G.W. Blatterman, “<a href="https://slavery.law.virginia.edu/teaching/student-notebook/g-w-blatterman-1838-1839">Law Notes</a>,” 1838-1839, pg. 67, Arthur J. Morris Law Library Special Collections.
While law professors largely operated within the abstract in the classroom, their position as faculty chairmen provided forums for the real-world application of broader philosophical ideas and pro-slavery ideology. In one of his journal entries dated December 9, 1835, Davis mentions being summoned by Mrs. Carter Gray of Hotel E regarding an incident in which a student boarder assaulted an enslaved worker in the hotel. Gray requested Davis’ response to an infraction that had occurred at breakfast that morning when one of her boarders, W.W. Harris, struck William, her Black enslaved servant. Gray claimed that Harris had conducted himself with “great impropriety” when William was “impertinent to him.” Davis felt that William had not acted “to such a degree however as to excuse [Harris’] rudeness & violence.” This was no act of humanity on the part of Davis towards an enslaved person, William. Rather, Davis sought to protect a power balance on campus, one that Harris had jeopardized by exercising physical discipline towards an enslaved person. Davis believed that Harris, the student, had disrespected Gray’s position as a hotelkeeper by responding that he would strike her servant “whenever it pleased him.” Even as a student, Harris felt he could behave as master over an enslaved person on Grounds by reprimanding William with violence. Davis presented the matter before the faculty and Harris was suspended for a week. Upon his return, he was ordered to move to another hotel.
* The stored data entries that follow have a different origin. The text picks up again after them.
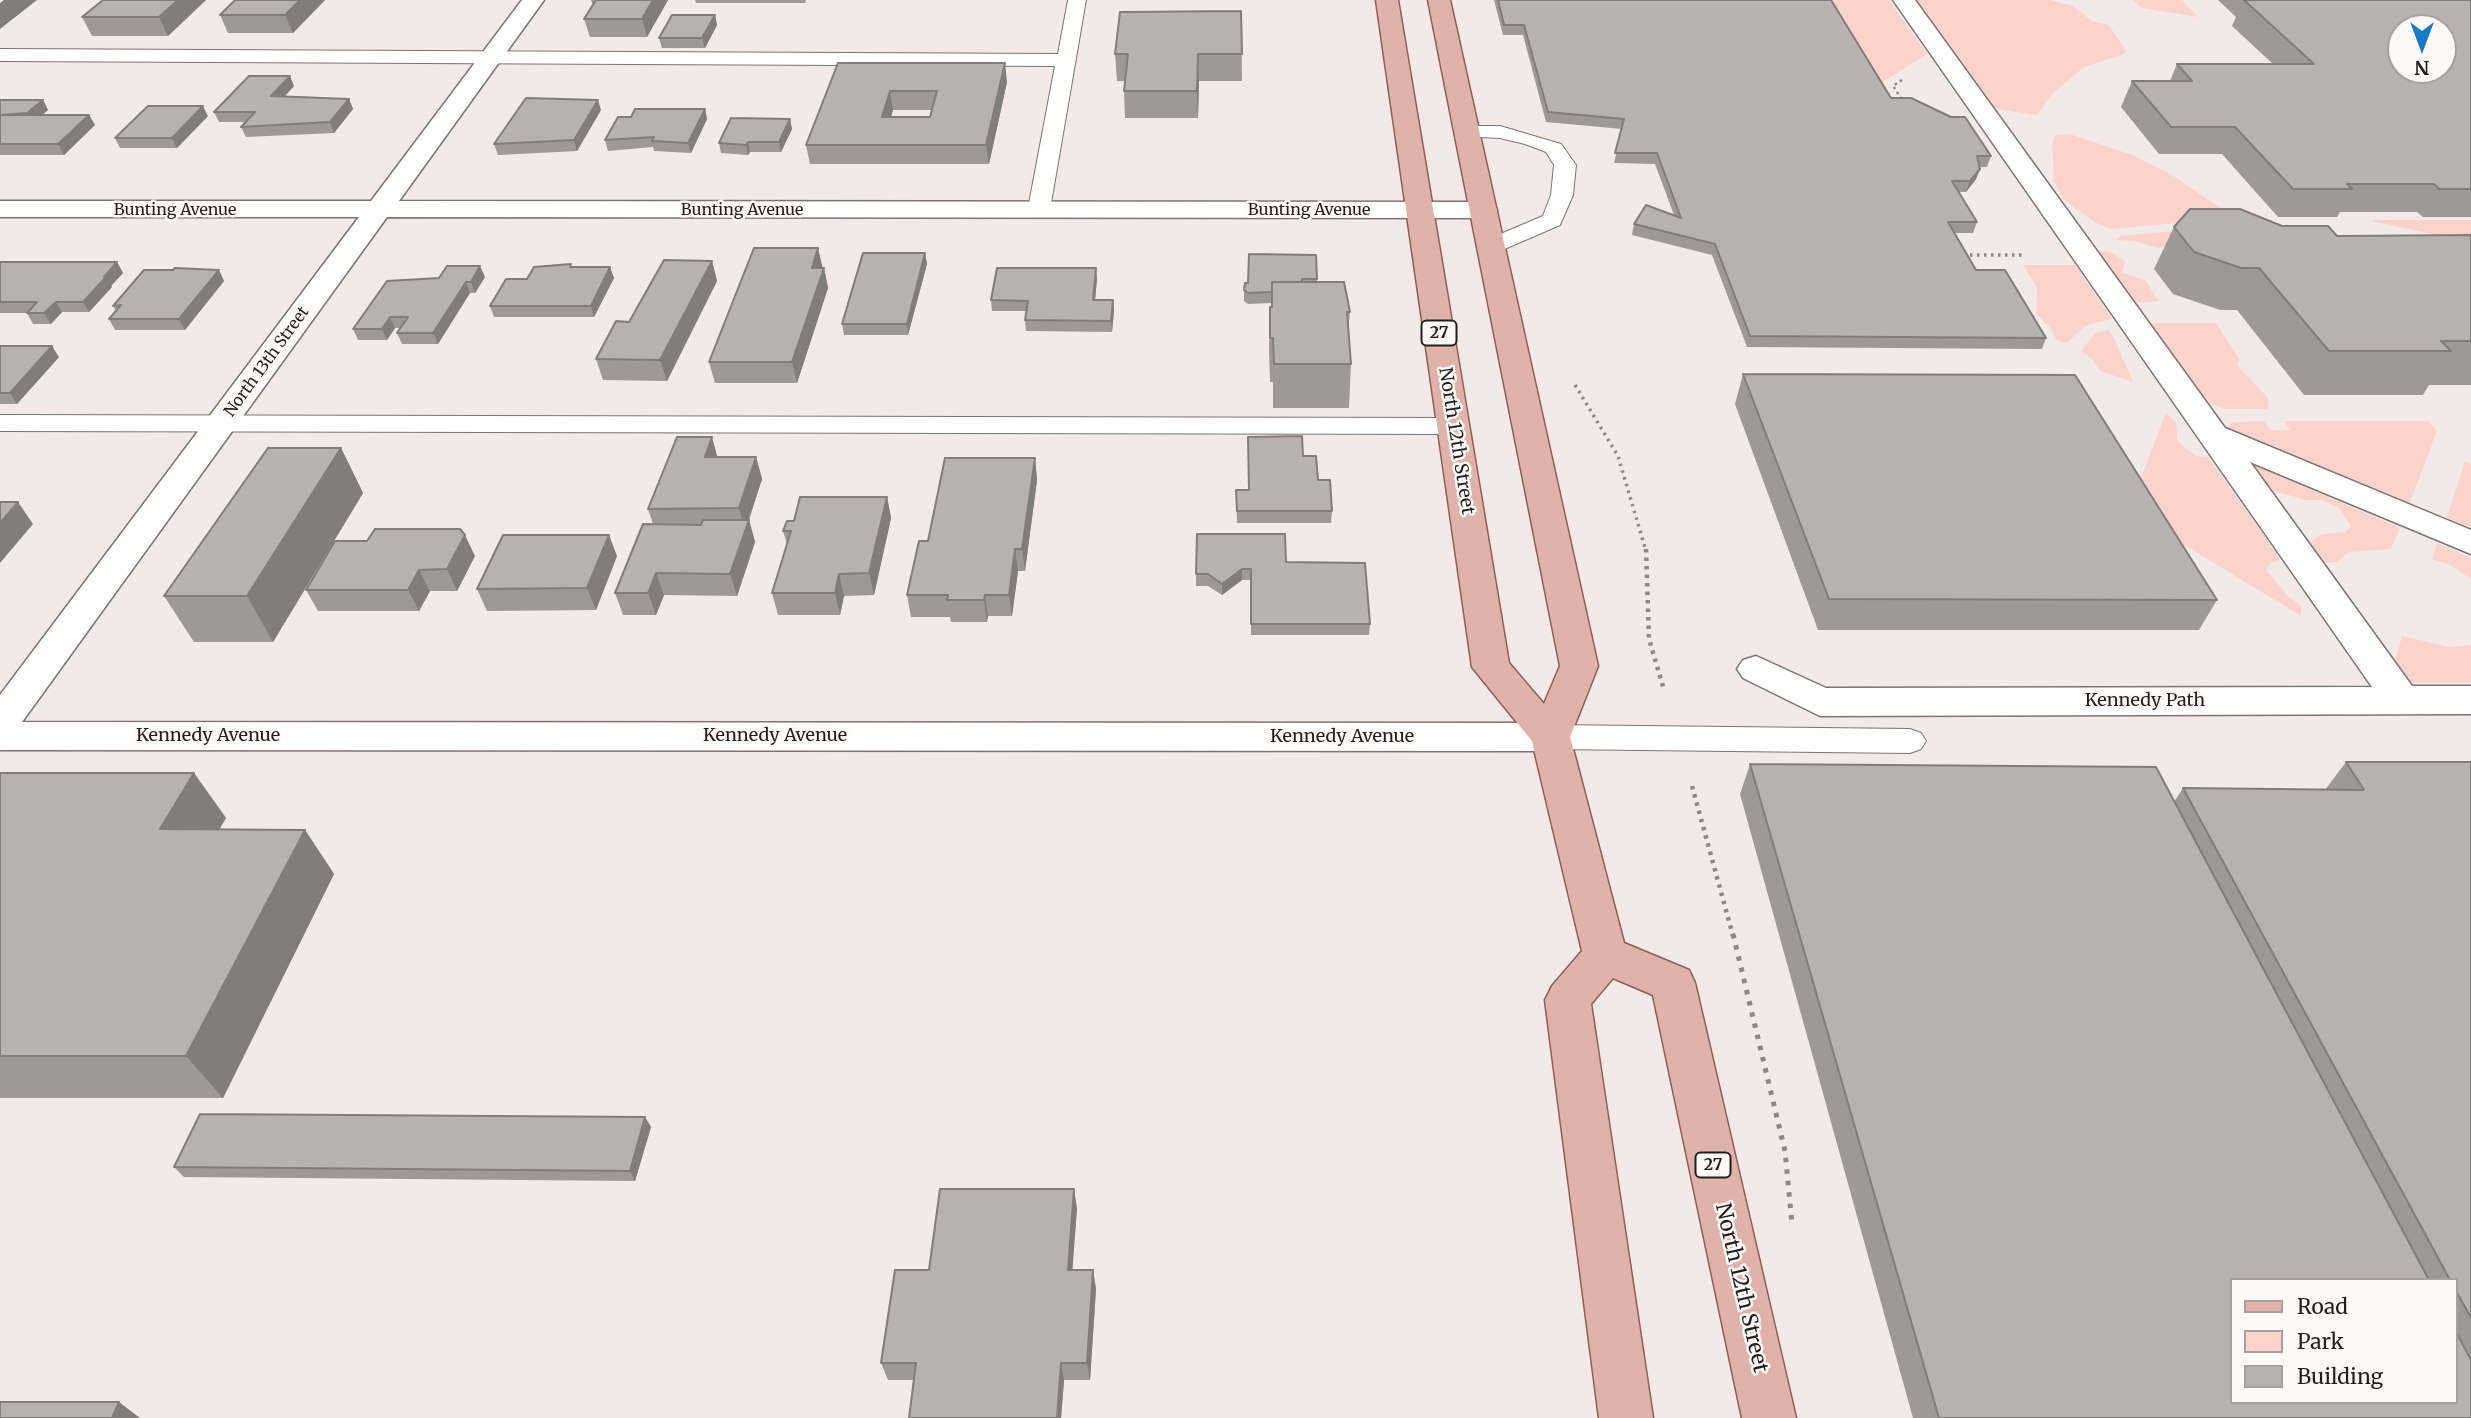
<!DOCTYPE html>
<html>
<head>
<meta charset="utf-8">
<style>
	body { margin:0 }
	#map { position:relative; width:2471px; height:1418px; overflow:hidden; background:#f3eae8; font-family:Merriweather,serif }
	canvas { display:block }
	.legend { position:absolute; left:2230px; top:1278px; width:228px; height:126px; box-sizing:border-box; background:#fff8f6; border:2px solid #a6a19f; margin:0; padding:9px 12px; list-style:none; font-size:21px; color:#211e1d }
	.legend li { display:flex; align-items:center; gap:14px; height:35px }
	.legend b { width:35px; border:2px solid #a6a19f }
	.north { position:absolute; left:2387px; top:14px; width:70px; height:70px; box-sizing:border-box; background:#fff8f6; border:2px solid #a6a19f; border-radius:50%; rotate:180deg; font-size:19px; font-weight:700; line-height:28px; text-align:center; color:#211e1d }
	.north::after { content:''; display:block; margin:auto; width:24px; height:32px; background:#177bc6; clip-path:polygon(50% 0,100% 100%,50% 72%,0 100%) }
</style>
</head>
<body>
<div id="map">
<canvas width="2471" height="1418"></canvas>
<ul class="legend">
<li><b style="height:9px;background:#dfb3ac"></b>Road</li>
<li><b style="height:19px;background:#fcd3cc"></b>Park</li>
<li><b style="height:19px;background:#b9b1b0"></b>Building</li>
</ul>
<div class="north">N</div>
</div>
<script>
const g = document.querySelector('canvas').getContext('2d');
g.lineJoin = 'round';
function fillPath(path, color) { g.fillStyle = color; g.fill(path, 'evenodd'); }
const shape = rows => new Path2D(rows.map(r => 'M' + r).join(''));
function stroke(path, color, width, dash) { g.strokeStyle = color; g.lineWidth = width; g.lineCap = dash ? 'butt' : 'round'; g.setLineDash(dash || []); g.stroke(path); }
function label(font, color, halo, rows, align = 'center') {
  g.font = font + ' Merriweather,serif'; g.lineWidth = 5; g.setLineDash([]); g.textBaseline = 'middle'; g.strokeStyle = halo; g.fillStyle = color; for (const [text, x, y, turn = 0] of rows) {
    g.save(); g.translate(x, y); g.rotate((+turn || 0) * Math.PI / 180); g.textAlign = isNaN(turn) ? turn : align; if (halo) g.strokeText(text, 0, 0); g.fillText(text, 0, 0); g.restore();
  }
}
const green = shape([
	[1828,0,1889,0,1927,54,1884,81,1873,81],
	[1912,0,2050,0,2073,6,2092,21,2109,25,2126,51,2122,55,2084,67,2053,93,2037,115,1996,109,1991,105],
	[2133,0,2182,0,2198,17,2141,8],
	[2070,134,2132,155,2169,173,2225,211,2222,219,2111,229,2094,222,2063,199,2054,181,2052,145,2055,135],
	[2373,220,2471,220,2471,242,2375,222],
	[2233,226,2207,237,2157,248,2135,241,2116,240,2120,236],
	[2094,250,2110,252,2125,261,2122,273,2145,280,2159,301,2132,303],
	[2023,265,2075,265,2112,319,2087,325,2066,343,2056,340,2052,330,2036,313,2037,287],
	[2151,323,2216,323,2240,360,2237,365,2268,398,2268,409,2223,409,2200,398,2149,327],
	[2108,330,2114,338,2133,382,2100,371,2092,359,2081,351,2095,333],
	[2166,413,2176,422,2178,442,2196,456,2208,457,2281,560,2271,563,2266,570,2288,596,2301,606,2301,616,2173,538,2138,485],
	[2264,421,2270,430,2290,430,2284,421,2428,421,2437,431,2408,508,2224,431,2232,422],
	[2247,462,2400,528,2391,549,2349,552,2337,562,2324,563,2310,542,2322,534,2345,532,2351,526,2339,508,2322,500,2306,500,2270,490],
	[2465,462,2471,464,2471,534,2445,523],
	[2437,543,2471,558,2471,579,2452,566,2432,559],
	[2402,636,2449,647,2471,645,2471,683,2407,683,2394,665]
]);
const pathFar3 = shape([
	[1902,80,1893,86,1903,101]
]);
const pathFar2 = shape([
	[1963,255,2024,255],
	[1575,385,1618,456,1646,551]
]);
const pathFar1 = shape([
	[1646,549,1649,639,1664,690],
	[1692,786,1733,936]
]);
const path = shape([
	[1733,934,1785,1151,1792,1224]
]);
const service = shape([
	[1068,0,1086,0,1050,209,1039,216,1028,209,1055,66,0,61,0,49,1058,54,1068,0],
	[1466,126,1500,126,1561,144,1576,165,1573,195,1560,225,1500,251,1484,251,1481,246,1484,241,1543,216,1551,195,1554,165,1546,152,1525,144,1500,138,1459,136,1456,132,1466,126],
	[0,415,1454,418,1463,420,1467,426,1463,432,1454,434,0,431,0,415],
	[1550,725,1910,729,1921,733,1926,741,1921,749,1910,753,1550,749,1539,745,1534,737,1539,729,1550,725]
]);
const pedestrian = shape([
	[1893,0,1915,0,2225,428,2471,530,2471,554,2250,462,2412,686,2471,686,2471,714,1820,716,1743,678,1737,669,1743,660,1756,656,1826,688,2372,687,1893,0]
]);
const minor = shape([
	[522,0,544,0,399,201,1484,202,1494,204,1497,210,1494,216,1484,218,387,217,22,722,1550,723,1564,727,1570,737,1564,747,1550,751,0,750,0,695,359,217,0,217,0,201,371,201,522,0]
]);
const primary = shape([
	[1376,0,1398,0,1509,663,1544,704,1560,666,1428,0,1450,0,1598,666,1570,737,1624,943,1689,970,1695,983,1796,1418,1742,1418,1653,995,1613,978,1591,1004,1653,1418,1599,1418,1545,1000,1552,986,1582,951,1532,741,1472,667,1376,0]
]);
const wall = shape([
	[103,0,206,0,168,36,92,36,82,17],
	[325,0,293,33,228,33,220,15],
	[591,0,668,0,647,37,590,37,584,19,593,5],
	[695,0,806,0,805,3,696,3],
	[1494,0,1831,0,1891,98,1991,156,1987,167,1979,167,1976,179,1966,192,1959,192,1977,222,1973,233,1954,233,1976,270,2046,338,2042,349,1747,347,1712,255,1632,235,1634,224,1674,215,1655,164,1614,163,1622,129,1546,122,1523,35,1503,35],
	[2218,0,2471,0,2471,217,2423,217,2417,212,2340,212,2337,217,2278,217,2222,154,2159,154,2121,107,2132,81,2170,81,2177,64,2273,64,2232,26,2236,17],
	[1241,11,1242,81,1199,81,1198,118,1125,118,1124,91,1125,81,1117,81,1115,54],
	[715,15,717,25,705,48,662,48,659,38],
	[838,63,1007,82,989,164,810,164,806,145],
	[893,110,932,110,930,117,891,117],
	[294,86,285,96,349,99,353,109,334,133,246,137,241,127,246,122,219,122,214,112],
	[0,100,43,100,48,110,42,115,89,115,95,125,64,155,0,155],
	[705,109,707,119,691,153,654,151,653,147,608,151,605,140,631,117],
	[601,110,577,151,498,155,494,144],
	[208,116,177,148,120,148,115,138],
	[790,119,792,129,781,152,750,152,748,155,721,153,719,143],
	[2282,226,2337,236,2471,235,2471,385,2429,385,2423,395,2304,395,2237,310,2220,310,2173,294,2154,269,2174,227],
	[925,253,927,264,908,335,844,335,842,324],
	[1316,255,1317,282,1350,312,1348,331,1351,364,1349,408,1273,408,1273,382,1270,382,1269,350,1270,307,1271,307,1271,303,1248,304,1244,301,1244,290,1248,283],
	[712,261,717,281,667,381,603,380,596,359,629,322],
	[0,262,117,262,123,273,111,286,112,287,89,312,62,312,51,324,33,324,27,313,0,313],
	[572,267,614,278,594,317,494,317,490,306,527,279],
	[824,268,828,288,797,383,715,383,709,362],
	[485,277,475,293,470,293,438,344,402,344,397,333,401,328,395,328,387,340,358,340,353,329,387,281],
	[1097,279,1095,300,1113,300,1114,310,1112,332,1026,331,1025,320,1026,311,992,311,991,300],
	[224,281,185,330,115,330,109,319,116,311,113,306],
	[0,346,59,357,17,404,0,404],
	[1743,374,2217,600,2199,630,1818,630,1735,404],
	[341,448,363,493,273,642,194,642,164,596],
	[1303,456,1318,480,1332,511,1331,523,1237,523,1236,490,1249,490],
	[718,457,756,457,762,479,749,520,755,542,737,596,664,595,656,615,623,615,615,593,653,524,648,509],
	[1035,458,1037,480,1025,571,1018,571,1012,616,988,616,987,622,951,622,950,617,911,617,907,595,928,541],
	[887,497,891,518,874,595,844,596,840,615,778,615,772,593,787,544,783,531,794,521],
	[475,556,457,591,430,591,419,611,318,611,306,590],
	[617,556,596,610,487,611,477,589],
	[1286,562,1370,624,1369,635,1251,635,1251,580,1242,580,1222,595,1208,586,1196,586,1196,574],
	[2346,762,2471,762,2471,1418,1913,1418,1740,794,1750,764,2174,802,2183,788,2325,790],
	[2231,1280,2455,1280,2455,1402],
	[0,773,194,773,226,818,219,829,305,830,334,874,223,1098,0,1098],
	[645,1117,651,1127,635,1181,184,1177,174,1167],
	[1077,1208,1072,1270,1093,1270,1096,1289,1090,1380,1064,1380,1061,1418,909,1418,914,1380,888,1380,881,1363,929,1270]
]);
const shadedWall = shape([
	[4,0,37,0,0,29,0,3],
	[178,0,206,0,168,36,159,17],
	[300,0,325,0,293,33,285,15],
	[653,0,668,0,647,37,642,19],
	[715,15,717,25,705,48,702,38],
	[1198,54,1199,81,1198,118,1197,91],
	[1005,63,1007,82,989,164,986,145],
	[290,76,294,86,276,106,271,96],
	[890,91,893,110,885,136,882,117],
	[349,99,353,109,334,133,330,122],
	[43,100,48,110,33,123,27,113],
	[598,100,601,110,577,151,574,140],
	[203,106,208,116,177,148,172,138],
	[705,109,707,119,691,153,688,143],
	[89,115,95,125,64,155,58,144],
	[790,119,792,129,781,152,779,142],
	[748,142,750,152,748,155,746,145],
	[1980,169,1976,179,1966,192,1970,181],
	[818,248,823,269,812,268],
	[925,253,927,264,908,335,907,324],
	[712,261,717,281,667,381,660,360],
	[117,262,123,273,111,286,112,287,89,312,83,302],
	[480,266,485,277,475,293,471,282],
	[610,267,614,278,594,317,591,306],
	[824,268,828,288,797,383,792,362],
	[1096,268,1097,279,1094,310,1093,300],
	[219,270,224,281,185,330,179,319],
	[466,282,470,293,438,344,433,333],
	[1113,300,1114,310,1112,332,1111,321],
	[56,302,62,312,51,324,44,313],
	[390,317,395,328,387,340,382,329],
	[52,346,59,357,17,404,10,393],
	[712,437,718,459,705,457],
	[341,448,363,493,273,642,247,596],
	[756,457,762,479,745,530,739,508],
	[1035,458,1037,480,1025,571,1022,549],
	[887,497,891,518,874,595,869,573],
	[18,502,33,524,0,563,0,523],
	[749,520,755,542,737,596,730,574],
	[465,535,475,556,457,591,447,569],
	[609,535,617,556,596,610,587,588],
	[1015,549,1018,571,1012,616,1009,595],
	[1242,569,1242,580,1222,595,1222,584],
	[419,570,430,591,419,611,408,590],
	[656,573,664,595,656,615,648,593],
	[839,574,844,596,840,615,835,593],
	[985,595,988,616,987,622,984,600],
	[194,773,226,818,194,873,160,829],
	[305,830,334,874,223,1098,186,1056],
	[645,1117,651,1127,635,1181,630,1171],
	[1074,1189,1077,1208,1071,1289,1068,1270],
	[1093,1270,1096,1289,1090,1380,1087,1363],
	[1061,1363,1064,1380,1061,1418,1057,1418],
	[119,1402,140,1418,112,1418]
]);
const building = shape([
	[103,0,178,0,159,17,82,17,103,0],
	[235,0,300,0,285,15,220,15,235,0],
	[596,0,653,0,642,19,584,19,596,0],
	[1498,0,1831,0,1891,98,1911,98,1951,117,1965,117,1991,156,1977,156,1980,169,1970,181,1952,181,1977,222,1948,222,1976,270,2005,270,2046,338,1750,336,1715,244,1634,224,1646,205,1681,218,1657,153,1615,153,1624,119,1548,112,1524,25,1504,25,1498,0],
	[2244,0,2471,0,2471,189,2439,189,2434,184,2347,184,2352,189,2293,189,2235,127,2171,127,2132,81,2192,81,2177,64,2314,64,2244,0],
	[2401,28,2443,28,2443,70,2401,70,2401,28],
	[1241,11,1242,54,1198,54,1197,91,1124,91,1128,54,1115,54,1120,12,1241,11],
	[672,15,715,15,702,38,659,38,672,15],
	[838,63,1005,63,986,145,806,145,838,63],
	[890,91,937,91,930,117,882,117,890,91],
	[249,76,290,76,271,96,349,99,330,122,241,127,255,112,214,112,249,76],
	[526,98,598,100,574,140,494,144,526,98],
	[0,100,43,100,27,113,1,115,89,115,58,144,0,144,0,100],
	[148,106,203,106,172,138,115,138,148,106],
	[635,109,705,109,688,143,652,141,654,137,605,140,618,117,631,117,635,109],
	[731,118,790,119,779,142,748,142,746,145,719,143,731,118],
	[2190,209,2240,209,2282,226,2328,226,2337,236,2471,235,2471,341,2441,341,2451,351,2329,351,2259,268,2241,268,2194,252,2174,227,2190,209],
	[754,248,818,248,812,268,824,268,792,362,709,362,754,248],
	[863,253,925,253,907,324,842,324,863,253],
	[1249,254,1316,255,1317,279,1302,279,1302,282,1272,282,1272,292,1248,293,1244,290,1245,283,1248,283,1249,254],
	[664,260,712,261,660,360,596,359,616,321,629,322,664,260],
	[0,262,117,262,104,277,106,277,83,302,56,302,44,313,27,313,37,302,0,302,0,262],
	[571,264,570,267,610,267,591,306,490,306,506,279,527,279,534,267,571,264],
	[447,266,480,266,471,282,466,282,433,333,397,333,408,317,390,317,382,329,353,329,387,281,439,278,447,266],
	[175,268,219,270,179,319,109,319,121,305,113,306,144,270,173,270,175,268],
	[997,268,1096,268,1093,300,1113,300,1111,321,1025,320,1028,301,991,300,997,268],
	[1272,282,1344,282,1350,312,1347,312,1351,364,1274,364,1273,338,1270,338,1270,307,1272,307,1272,282],
	[0,346,52,346,10,393,0,393,0,346],
	[1743,374,2075,375,2217,600,1829,599,1743,374],
	[1302,436,1303,456,1316,456,1318,480,1330,480,1332,511,1237,511,1236,490,1249,490,1248,437,1302,436],
	[677,437,712,437,705,457,756,457,739,508,648,509,677,437],
	[268,448,341,448,247,596,164,596,268,448],
	[945,458,1035,458,1022,549,1015,549,1009,595,985,595,984,600,947,600,948,595,907,595,919,541,928,541,945,458],
	[800,497,887,497,869,573,839,574,835,593,772,593,791,531,783,531,787,521,794,521,800,497],
	[0,502,18,502,0,523,0,502],
	[703,520,749,520,730,574,656,573,648,593,615,593,643,524,701,525,703,520],
	[375,529,460,529,465,535,447,569,419,570,408,590,306,590,335,541,367,541,375,529],
	[1197,534,1285,534,1286,562,1365,563,1370,624,1251,624,1251,569,1242,569,1222,584,1208,574,1196,574,1197,534],
	[503,535,609,535,587,588,477,589,503,535],
	[2346,762,2471,762,2471,1318,2455,1289,2455,1280,2450,1280,2183,788,2364,790,2346,762],
	[1750,764,2156,767,2429,1280,2231,1280,2231,1402,2455,1402,2455,1330,2471,1360,2471,1418,1939,1418,1750,764],
	[0,773,194,773,160,829,305,830,186,1056,0,1056,0,773],
	[200,1114,645,1117,630,1171,174,1167,200,1114],
	[940,1189,1074,1189,1068,1270,1093,1270,1087,1363,1061,1363,1057,1418,909,1418,916,1363,881,1363,895,1270,929,1270,940,1189],
	[0,1402,119,1402,112,1418,0,1418,0,1402]
]);
const farStreetnames = [
	["Bunting Avenue",175,210],
	["Bunting Avenue",742,210],
	["Bunting Avenue",1309,210],
	["North 13th Street",267,362,-54]
];
const shields = [
	[1439,333,35],
	[1713,1165,35]
];
const shieldNames = [
	["27",1439,333],
	["27",1713,1165]
];
const streetNames = [
	["North 12th Street",1456,441,81],
	["Kennedy Path",2145,701],
	["Kennedy Avenue",208,736],
	["Kennedy Avenue",775,736],
	["Kennedy Avenue",1342,737]
];
const nearStreetnames = [
	["North 12th Street",1741,1288,77]
];
fillPath(green, '#fcd3cc');
stroke(service, '#7c7473', 2);
stroke(pedestrian, '#7c7473', 3);
stroke(minor, '#7c7473', 3);
stroke(primary, '#8f5e56', 3);
stroke(pathFar3, '#8d8785', 2.5, [2.5, 3.5]);
stroke(pathFar2, '#8d8785', 3.5, [2.5, 4.5]);
stroke(pathFar1, '#8d8785', 4.5, [3.5, 5]);
stroke(path, '#8d8785', 5, [4.5, 7]);
fillPath(service, '#fff');
fillPath(pedestrian, '#fff');
fillPath(minor, '#fff');
fillPath(primary, '#dfb3ac');
fillPath(wall, '#9f9897');
fillPath(shadedWall, '#827c7b');
fillPath(building, '#b9b1b0');
stroke(building, '#827c7b', 2);
label('16px', '#211e1d', '#fff8f6', farStreetnames);
for (const [x, y, w] of shields) { const box = new Path2D(); box.roundRect(x - w / 2, y - 12.5, w, 25, 5); g.fillStyle = '#fff8f6'; g.fill(box); stroke(box, '#211e1d', 2); }
label('bold 16px', '#211e1d', null, shieldNames);
label('18px', '#211e1d', '#fff8f6', streetNames);
label('21px', '#211e1d', '#fff8f6', nearStreetnames);
</script>
</body>
</html>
The everyday context in which Davis operated as faculty chairman was one in which the lives of enslaved people intertwined with the white and free Black community.
Even though the spaces and buildings of the Academical Village were designed to hide the day-to-day work of enslaved people from the academic life of the Lawn, the experiences of the enslaved as described in the faculty chairman journals reveal how intertwined the landscapes of enslavement, education, and student life were on Grounds. Enslaved servants cleaned students’ quarters, ensured they made it to class on time, prepared food, and performed countless other functions for the University. While enslaved people likely benefitted from illicit acts such as smuggling rum, which students no doubt used to their advantage, they also received more severe consequences when caught.
Conclusion
In disciplinary cases involving the enslaved, Professors Lomax and Davis brought their legal training to bear upon extrajudicial matters at the University. But these faculty chairmen were also active participants in upholding a second, unspoken mandate to maintain the subjugation of enslaved individuals. Thus, order at the University of Virginia often entailed justice that did not contravene the logics of chattel slavery, a dynamic illustrated in the aforementioned cases. At the University of Virginia, precious little exists of first-person slave narratives that might tell us more about the enslaved community here and how they shaped, experienced, and felt about their lives. Even so, the accounts available from the faculty chairmen’s recordings can offer important instances of enslaved individuals’ ingenuity, bravery, and self-determination.